Compute how many lines in the data below hold the word "sans", then report that number with nothing else.
───── Extracted entries
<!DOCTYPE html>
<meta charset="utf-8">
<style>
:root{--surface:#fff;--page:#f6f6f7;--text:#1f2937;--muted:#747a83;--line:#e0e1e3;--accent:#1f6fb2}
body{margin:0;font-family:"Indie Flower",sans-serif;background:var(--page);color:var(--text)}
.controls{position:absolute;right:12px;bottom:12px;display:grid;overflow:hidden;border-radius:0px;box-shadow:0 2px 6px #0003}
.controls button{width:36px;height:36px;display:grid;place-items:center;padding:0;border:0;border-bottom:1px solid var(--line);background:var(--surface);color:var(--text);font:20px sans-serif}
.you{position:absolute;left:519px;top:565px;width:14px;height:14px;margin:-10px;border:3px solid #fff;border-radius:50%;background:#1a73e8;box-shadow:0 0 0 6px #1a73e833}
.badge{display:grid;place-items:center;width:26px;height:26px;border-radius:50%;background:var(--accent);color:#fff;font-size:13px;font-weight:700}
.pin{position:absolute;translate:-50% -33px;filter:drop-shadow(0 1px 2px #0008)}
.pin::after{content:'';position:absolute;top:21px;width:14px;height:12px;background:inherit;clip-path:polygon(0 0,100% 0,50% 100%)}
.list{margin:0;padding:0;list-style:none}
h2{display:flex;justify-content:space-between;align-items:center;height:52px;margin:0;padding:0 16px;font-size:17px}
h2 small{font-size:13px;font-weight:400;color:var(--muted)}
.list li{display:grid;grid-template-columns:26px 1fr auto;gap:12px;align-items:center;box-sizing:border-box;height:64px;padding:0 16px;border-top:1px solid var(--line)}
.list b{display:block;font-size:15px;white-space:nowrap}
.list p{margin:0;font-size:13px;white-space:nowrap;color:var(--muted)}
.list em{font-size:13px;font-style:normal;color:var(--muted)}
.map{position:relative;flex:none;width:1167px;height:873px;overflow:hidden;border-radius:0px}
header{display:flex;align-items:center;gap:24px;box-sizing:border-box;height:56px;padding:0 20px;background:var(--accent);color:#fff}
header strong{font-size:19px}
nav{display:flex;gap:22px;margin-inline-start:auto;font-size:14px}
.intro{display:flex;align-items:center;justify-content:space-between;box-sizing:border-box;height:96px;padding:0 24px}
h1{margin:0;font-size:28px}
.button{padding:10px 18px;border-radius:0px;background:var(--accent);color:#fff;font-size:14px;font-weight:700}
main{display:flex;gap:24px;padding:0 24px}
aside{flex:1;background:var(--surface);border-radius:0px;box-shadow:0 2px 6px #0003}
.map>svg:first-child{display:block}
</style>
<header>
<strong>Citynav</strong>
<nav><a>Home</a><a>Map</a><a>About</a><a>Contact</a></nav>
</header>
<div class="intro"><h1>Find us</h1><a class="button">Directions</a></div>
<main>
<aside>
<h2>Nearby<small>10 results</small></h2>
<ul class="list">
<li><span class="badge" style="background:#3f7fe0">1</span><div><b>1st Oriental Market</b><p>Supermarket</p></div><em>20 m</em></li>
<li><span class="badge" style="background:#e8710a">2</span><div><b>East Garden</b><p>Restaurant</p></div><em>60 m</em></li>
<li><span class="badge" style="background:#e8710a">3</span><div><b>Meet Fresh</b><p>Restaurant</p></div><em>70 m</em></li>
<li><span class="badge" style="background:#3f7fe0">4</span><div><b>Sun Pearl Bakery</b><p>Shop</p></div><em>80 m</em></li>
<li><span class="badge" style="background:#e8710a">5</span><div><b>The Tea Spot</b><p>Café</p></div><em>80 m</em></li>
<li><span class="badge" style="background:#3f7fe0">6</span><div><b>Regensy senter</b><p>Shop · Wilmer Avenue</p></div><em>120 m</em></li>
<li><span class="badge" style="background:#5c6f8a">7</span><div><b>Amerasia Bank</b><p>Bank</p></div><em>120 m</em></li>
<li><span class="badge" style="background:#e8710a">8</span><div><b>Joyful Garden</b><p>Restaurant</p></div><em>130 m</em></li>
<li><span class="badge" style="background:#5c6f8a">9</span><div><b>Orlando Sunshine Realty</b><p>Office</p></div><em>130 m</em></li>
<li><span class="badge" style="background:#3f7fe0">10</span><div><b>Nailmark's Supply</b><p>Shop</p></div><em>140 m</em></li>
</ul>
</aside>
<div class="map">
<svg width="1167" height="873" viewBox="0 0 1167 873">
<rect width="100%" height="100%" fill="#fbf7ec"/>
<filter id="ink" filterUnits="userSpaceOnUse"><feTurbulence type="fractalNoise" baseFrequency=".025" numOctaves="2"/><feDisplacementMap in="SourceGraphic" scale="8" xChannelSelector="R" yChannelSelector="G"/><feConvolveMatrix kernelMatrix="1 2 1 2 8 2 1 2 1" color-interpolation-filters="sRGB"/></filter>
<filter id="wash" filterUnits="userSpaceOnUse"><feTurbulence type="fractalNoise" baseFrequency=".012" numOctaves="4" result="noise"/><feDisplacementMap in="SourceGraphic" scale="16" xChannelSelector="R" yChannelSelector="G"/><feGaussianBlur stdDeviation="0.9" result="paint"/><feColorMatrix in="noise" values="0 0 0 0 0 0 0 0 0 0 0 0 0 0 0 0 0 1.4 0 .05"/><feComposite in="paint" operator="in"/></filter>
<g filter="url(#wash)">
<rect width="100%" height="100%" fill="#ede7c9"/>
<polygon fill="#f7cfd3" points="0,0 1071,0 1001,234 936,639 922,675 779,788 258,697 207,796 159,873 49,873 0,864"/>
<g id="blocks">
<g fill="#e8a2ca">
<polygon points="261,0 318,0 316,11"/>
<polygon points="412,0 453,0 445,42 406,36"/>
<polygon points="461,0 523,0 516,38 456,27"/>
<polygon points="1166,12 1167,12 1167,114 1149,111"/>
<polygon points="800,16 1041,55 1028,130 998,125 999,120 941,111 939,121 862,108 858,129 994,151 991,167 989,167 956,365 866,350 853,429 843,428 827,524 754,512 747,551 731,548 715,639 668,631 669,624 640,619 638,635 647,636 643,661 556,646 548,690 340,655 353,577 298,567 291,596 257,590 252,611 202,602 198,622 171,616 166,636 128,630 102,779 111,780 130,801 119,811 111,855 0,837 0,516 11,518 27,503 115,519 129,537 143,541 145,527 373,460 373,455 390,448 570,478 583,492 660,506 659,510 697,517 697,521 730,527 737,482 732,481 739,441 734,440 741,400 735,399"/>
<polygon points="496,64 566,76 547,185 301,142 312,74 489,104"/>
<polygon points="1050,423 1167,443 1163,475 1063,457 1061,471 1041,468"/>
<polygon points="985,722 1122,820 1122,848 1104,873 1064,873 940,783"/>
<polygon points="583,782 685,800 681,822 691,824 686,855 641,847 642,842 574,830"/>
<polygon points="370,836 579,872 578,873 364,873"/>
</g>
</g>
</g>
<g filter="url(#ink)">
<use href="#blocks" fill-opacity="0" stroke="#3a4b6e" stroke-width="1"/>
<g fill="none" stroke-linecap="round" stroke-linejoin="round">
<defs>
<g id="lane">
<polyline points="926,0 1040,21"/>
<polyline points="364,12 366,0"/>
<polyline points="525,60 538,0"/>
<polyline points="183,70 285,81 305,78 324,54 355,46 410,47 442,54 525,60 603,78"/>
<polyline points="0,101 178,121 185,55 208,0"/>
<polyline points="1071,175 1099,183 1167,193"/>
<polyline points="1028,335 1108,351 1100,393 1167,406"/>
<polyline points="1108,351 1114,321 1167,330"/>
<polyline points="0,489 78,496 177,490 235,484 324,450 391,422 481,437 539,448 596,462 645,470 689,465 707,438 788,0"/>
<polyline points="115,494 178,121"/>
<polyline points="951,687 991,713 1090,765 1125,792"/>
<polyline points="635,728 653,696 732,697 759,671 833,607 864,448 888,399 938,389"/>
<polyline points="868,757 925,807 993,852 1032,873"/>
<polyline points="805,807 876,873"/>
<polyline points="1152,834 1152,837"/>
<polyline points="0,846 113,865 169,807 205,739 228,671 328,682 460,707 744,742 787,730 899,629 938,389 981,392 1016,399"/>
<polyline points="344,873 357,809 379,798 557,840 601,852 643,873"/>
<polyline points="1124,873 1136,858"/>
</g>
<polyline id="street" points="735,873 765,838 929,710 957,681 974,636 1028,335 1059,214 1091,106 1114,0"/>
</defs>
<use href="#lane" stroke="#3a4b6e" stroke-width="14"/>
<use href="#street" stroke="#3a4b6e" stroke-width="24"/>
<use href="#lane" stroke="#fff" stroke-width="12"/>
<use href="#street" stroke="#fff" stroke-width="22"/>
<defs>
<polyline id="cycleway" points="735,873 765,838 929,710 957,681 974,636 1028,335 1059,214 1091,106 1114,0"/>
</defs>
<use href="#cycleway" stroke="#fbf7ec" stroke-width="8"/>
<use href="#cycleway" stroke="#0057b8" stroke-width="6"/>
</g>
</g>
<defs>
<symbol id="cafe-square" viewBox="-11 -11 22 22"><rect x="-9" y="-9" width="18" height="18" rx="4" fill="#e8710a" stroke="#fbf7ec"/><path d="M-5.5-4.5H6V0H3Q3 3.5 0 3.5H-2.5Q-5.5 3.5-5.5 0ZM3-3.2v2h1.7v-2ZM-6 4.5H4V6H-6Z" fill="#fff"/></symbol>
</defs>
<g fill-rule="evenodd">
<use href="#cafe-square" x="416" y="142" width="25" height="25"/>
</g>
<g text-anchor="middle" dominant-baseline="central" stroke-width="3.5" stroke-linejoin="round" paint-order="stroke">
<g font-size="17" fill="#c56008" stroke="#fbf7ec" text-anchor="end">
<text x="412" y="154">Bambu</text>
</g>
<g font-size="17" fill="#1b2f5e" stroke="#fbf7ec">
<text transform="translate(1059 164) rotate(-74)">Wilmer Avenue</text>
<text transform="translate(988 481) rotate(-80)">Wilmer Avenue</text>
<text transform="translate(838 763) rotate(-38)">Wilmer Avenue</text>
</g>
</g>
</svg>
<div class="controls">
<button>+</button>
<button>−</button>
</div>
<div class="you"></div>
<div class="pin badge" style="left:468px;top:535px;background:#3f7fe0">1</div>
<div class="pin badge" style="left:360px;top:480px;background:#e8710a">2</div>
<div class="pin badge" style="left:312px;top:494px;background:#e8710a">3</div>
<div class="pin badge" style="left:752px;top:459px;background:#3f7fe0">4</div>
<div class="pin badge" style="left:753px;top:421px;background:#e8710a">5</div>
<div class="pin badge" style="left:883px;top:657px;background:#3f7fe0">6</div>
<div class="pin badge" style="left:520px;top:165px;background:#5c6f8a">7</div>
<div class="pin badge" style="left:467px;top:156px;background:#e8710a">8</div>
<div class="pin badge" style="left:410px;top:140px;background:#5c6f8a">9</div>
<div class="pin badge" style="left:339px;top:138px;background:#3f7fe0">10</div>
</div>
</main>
──────────
### Solved exercise
2